◆ PROBLEM DESCRIPTION: Among the lines below, copy exactly those from the one with "position:absolute; inset:0; border:10px" through the one with "position:absolute; left:15px; top:15px;", counting both ends.
======== DATA FOR THIS TASK ========
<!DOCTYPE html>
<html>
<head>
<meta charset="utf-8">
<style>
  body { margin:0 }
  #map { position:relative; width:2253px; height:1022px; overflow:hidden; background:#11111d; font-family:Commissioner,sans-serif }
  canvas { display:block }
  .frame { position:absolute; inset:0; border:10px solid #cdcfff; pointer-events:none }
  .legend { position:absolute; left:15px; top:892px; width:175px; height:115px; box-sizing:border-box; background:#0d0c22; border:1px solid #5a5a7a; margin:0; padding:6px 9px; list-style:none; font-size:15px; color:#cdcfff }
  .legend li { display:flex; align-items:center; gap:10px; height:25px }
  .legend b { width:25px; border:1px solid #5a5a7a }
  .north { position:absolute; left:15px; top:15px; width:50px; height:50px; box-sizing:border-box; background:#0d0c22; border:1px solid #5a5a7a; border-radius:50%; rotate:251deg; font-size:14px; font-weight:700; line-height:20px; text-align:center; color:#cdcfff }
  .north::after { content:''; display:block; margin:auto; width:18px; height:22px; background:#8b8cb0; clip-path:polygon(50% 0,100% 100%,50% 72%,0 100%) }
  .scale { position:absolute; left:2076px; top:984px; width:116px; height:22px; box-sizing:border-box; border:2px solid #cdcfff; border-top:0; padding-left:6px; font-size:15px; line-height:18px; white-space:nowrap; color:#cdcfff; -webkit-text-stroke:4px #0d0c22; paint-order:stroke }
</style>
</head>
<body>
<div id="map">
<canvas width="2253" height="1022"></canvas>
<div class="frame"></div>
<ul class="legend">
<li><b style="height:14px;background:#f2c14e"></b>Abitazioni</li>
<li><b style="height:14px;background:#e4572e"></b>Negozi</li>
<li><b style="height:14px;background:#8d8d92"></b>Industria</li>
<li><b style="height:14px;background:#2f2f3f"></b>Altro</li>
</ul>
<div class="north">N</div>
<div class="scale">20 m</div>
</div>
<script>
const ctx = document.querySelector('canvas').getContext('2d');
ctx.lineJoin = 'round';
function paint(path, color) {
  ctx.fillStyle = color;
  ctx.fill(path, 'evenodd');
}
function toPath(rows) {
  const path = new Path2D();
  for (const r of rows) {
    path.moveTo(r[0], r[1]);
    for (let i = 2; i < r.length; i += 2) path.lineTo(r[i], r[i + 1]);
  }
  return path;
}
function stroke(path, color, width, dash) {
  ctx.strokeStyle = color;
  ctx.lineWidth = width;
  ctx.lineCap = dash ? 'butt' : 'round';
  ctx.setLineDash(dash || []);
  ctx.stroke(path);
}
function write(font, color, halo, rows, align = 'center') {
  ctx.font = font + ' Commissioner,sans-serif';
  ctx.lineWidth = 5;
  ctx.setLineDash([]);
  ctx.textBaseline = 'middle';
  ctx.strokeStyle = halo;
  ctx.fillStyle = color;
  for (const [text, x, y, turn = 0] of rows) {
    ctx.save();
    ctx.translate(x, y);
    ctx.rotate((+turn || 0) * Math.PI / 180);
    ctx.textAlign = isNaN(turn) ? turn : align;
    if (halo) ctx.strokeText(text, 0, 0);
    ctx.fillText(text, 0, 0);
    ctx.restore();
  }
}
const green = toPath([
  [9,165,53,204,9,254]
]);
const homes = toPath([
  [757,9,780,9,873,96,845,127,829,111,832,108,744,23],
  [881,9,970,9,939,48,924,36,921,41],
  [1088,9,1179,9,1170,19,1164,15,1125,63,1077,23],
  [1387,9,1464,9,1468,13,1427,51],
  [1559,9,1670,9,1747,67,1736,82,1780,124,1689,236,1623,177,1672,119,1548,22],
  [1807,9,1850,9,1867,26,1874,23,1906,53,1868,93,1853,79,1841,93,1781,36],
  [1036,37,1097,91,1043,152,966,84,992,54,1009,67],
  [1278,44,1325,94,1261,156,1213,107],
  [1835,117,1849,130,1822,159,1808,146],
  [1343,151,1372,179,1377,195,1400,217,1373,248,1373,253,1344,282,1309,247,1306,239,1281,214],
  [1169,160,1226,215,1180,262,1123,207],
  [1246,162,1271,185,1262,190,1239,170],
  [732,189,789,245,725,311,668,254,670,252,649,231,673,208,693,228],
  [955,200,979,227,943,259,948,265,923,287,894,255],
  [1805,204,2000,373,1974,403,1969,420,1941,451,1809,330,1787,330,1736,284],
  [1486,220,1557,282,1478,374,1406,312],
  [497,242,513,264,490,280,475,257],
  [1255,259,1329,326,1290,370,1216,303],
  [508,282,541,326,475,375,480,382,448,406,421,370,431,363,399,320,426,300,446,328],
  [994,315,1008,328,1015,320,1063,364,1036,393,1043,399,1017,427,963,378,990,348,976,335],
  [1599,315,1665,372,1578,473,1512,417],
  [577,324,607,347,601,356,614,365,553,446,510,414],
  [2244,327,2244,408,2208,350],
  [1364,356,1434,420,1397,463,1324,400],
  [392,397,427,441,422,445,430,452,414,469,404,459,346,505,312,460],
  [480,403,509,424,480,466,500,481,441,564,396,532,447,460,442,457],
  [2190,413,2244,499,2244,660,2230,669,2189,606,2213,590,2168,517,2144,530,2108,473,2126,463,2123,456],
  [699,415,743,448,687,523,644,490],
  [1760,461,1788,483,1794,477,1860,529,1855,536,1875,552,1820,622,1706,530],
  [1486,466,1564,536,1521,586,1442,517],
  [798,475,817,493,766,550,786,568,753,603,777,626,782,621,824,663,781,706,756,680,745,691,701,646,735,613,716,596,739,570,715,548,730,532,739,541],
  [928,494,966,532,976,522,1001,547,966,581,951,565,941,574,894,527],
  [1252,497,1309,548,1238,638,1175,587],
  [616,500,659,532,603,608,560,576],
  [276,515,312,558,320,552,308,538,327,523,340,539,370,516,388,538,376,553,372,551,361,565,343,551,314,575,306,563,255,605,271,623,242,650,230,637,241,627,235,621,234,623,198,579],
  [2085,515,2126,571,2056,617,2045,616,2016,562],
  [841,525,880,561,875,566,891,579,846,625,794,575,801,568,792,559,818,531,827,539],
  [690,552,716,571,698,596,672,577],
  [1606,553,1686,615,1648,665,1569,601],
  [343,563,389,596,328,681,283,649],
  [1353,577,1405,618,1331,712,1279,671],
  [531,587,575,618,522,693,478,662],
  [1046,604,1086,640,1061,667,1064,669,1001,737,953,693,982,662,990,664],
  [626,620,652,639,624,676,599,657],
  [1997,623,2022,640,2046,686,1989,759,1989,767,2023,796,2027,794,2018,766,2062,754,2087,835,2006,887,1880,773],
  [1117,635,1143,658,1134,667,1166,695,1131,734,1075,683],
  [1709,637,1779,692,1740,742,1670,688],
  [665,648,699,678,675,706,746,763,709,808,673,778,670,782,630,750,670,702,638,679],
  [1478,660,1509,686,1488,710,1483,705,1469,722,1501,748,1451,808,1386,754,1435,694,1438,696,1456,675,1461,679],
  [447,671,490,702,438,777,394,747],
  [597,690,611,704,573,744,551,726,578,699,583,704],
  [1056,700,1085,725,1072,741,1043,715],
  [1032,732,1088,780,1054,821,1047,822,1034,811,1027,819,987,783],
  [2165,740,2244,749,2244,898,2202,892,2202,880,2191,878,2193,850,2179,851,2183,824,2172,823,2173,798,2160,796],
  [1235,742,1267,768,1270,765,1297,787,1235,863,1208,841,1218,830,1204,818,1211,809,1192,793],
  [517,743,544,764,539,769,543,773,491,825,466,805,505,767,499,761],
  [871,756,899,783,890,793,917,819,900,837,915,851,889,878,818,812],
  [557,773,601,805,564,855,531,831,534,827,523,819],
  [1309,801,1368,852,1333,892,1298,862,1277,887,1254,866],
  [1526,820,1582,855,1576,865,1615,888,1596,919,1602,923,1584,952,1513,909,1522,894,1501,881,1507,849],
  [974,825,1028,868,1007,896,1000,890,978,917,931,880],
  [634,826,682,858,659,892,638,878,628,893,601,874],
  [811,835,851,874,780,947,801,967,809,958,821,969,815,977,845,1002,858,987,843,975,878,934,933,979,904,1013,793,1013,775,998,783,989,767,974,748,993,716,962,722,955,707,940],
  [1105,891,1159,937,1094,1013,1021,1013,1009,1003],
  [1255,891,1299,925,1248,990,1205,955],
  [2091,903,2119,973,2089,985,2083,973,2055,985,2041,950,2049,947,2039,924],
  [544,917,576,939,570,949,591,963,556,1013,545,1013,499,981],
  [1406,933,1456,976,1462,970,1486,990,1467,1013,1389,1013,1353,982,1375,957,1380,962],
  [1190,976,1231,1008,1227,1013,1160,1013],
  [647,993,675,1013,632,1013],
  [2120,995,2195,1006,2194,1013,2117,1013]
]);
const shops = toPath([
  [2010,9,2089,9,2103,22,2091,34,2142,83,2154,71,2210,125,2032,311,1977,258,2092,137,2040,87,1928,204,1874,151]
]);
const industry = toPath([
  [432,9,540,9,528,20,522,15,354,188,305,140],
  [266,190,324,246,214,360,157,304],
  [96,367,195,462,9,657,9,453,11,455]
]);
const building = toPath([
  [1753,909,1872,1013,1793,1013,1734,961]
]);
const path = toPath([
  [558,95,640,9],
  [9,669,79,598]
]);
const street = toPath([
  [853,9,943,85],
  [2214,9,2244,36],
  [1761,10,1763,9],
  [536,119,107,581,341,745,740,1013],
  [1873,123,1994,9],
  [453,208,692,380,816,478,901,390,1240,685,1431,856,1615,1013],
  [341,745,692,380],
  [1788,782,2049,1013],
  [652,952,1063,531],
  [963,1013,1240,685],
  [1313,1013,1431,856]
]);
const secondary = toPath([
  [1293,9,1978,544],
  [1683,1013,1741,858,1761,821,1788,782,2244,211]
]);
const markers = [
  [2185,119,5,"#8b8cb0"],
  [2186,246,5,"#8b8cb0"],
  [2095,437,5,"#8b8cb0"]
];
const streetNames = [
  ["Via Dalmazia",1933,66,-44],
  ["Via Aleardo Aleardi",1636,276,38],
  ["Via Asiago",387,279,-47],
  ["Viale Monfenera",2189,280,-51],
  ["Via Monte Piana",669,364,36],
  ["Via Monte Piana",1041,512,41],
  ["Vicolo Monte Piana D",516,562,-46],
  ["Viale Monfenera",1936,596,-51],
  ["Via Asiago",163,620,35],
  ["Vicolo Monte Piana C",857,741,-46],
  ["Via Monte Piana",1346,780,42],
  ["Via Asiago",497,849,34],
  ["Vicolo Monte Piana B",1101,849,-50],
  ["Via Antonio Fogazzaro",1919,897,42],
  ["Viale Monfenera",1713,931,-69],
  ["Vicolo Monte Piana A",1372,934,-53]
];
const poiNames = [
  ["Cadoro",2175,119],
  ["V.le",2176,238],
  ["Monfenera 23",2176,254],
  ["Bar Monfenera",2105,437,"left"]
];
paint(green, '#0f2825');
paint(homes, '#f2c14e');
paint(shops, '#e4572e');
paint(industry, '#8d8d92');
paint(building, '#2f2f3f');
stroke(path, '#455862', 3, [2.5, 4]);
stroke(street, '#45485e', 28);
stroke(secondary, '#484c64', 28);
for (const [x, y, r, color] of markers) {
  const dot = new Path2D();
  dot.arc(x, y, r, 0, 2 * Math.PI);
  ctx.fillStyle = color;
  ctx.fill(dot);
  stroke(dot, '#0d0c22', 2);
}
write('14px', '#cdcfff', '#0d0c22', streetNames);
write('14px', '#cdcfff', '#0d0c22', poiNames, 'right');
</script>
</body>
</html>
========
◆ EXPECTED ANSWER:
  .frame { position:absolute; inset:0; border:10px solid #cdcfff; pointer-events:none }
  .legend { position:absolute; left:15px; top:892px; width:175px; height:115px; box-sizing:border-box; background:#0d0c22; border:1px solid #5a5a7a; margin:0; padding:6px 9px; list-style:none; font-size:15px; color:#cdcfff }
  .legend li { display:flex; align-items:center; gap:10px; height:25px }
  .legend b { width:25px; border:1px solid #5a5a7a }
  .north { position:absolute; left:15px; top:15px; width:50px; height:50px; box-sizing:border-box; background:#0d0c22; border:1px solid #5a5a7a; border-radius:50%; rotate:251deg; font-size:14px; font-weight:700; line-height:20px; text-align:center; color:#cdcfff }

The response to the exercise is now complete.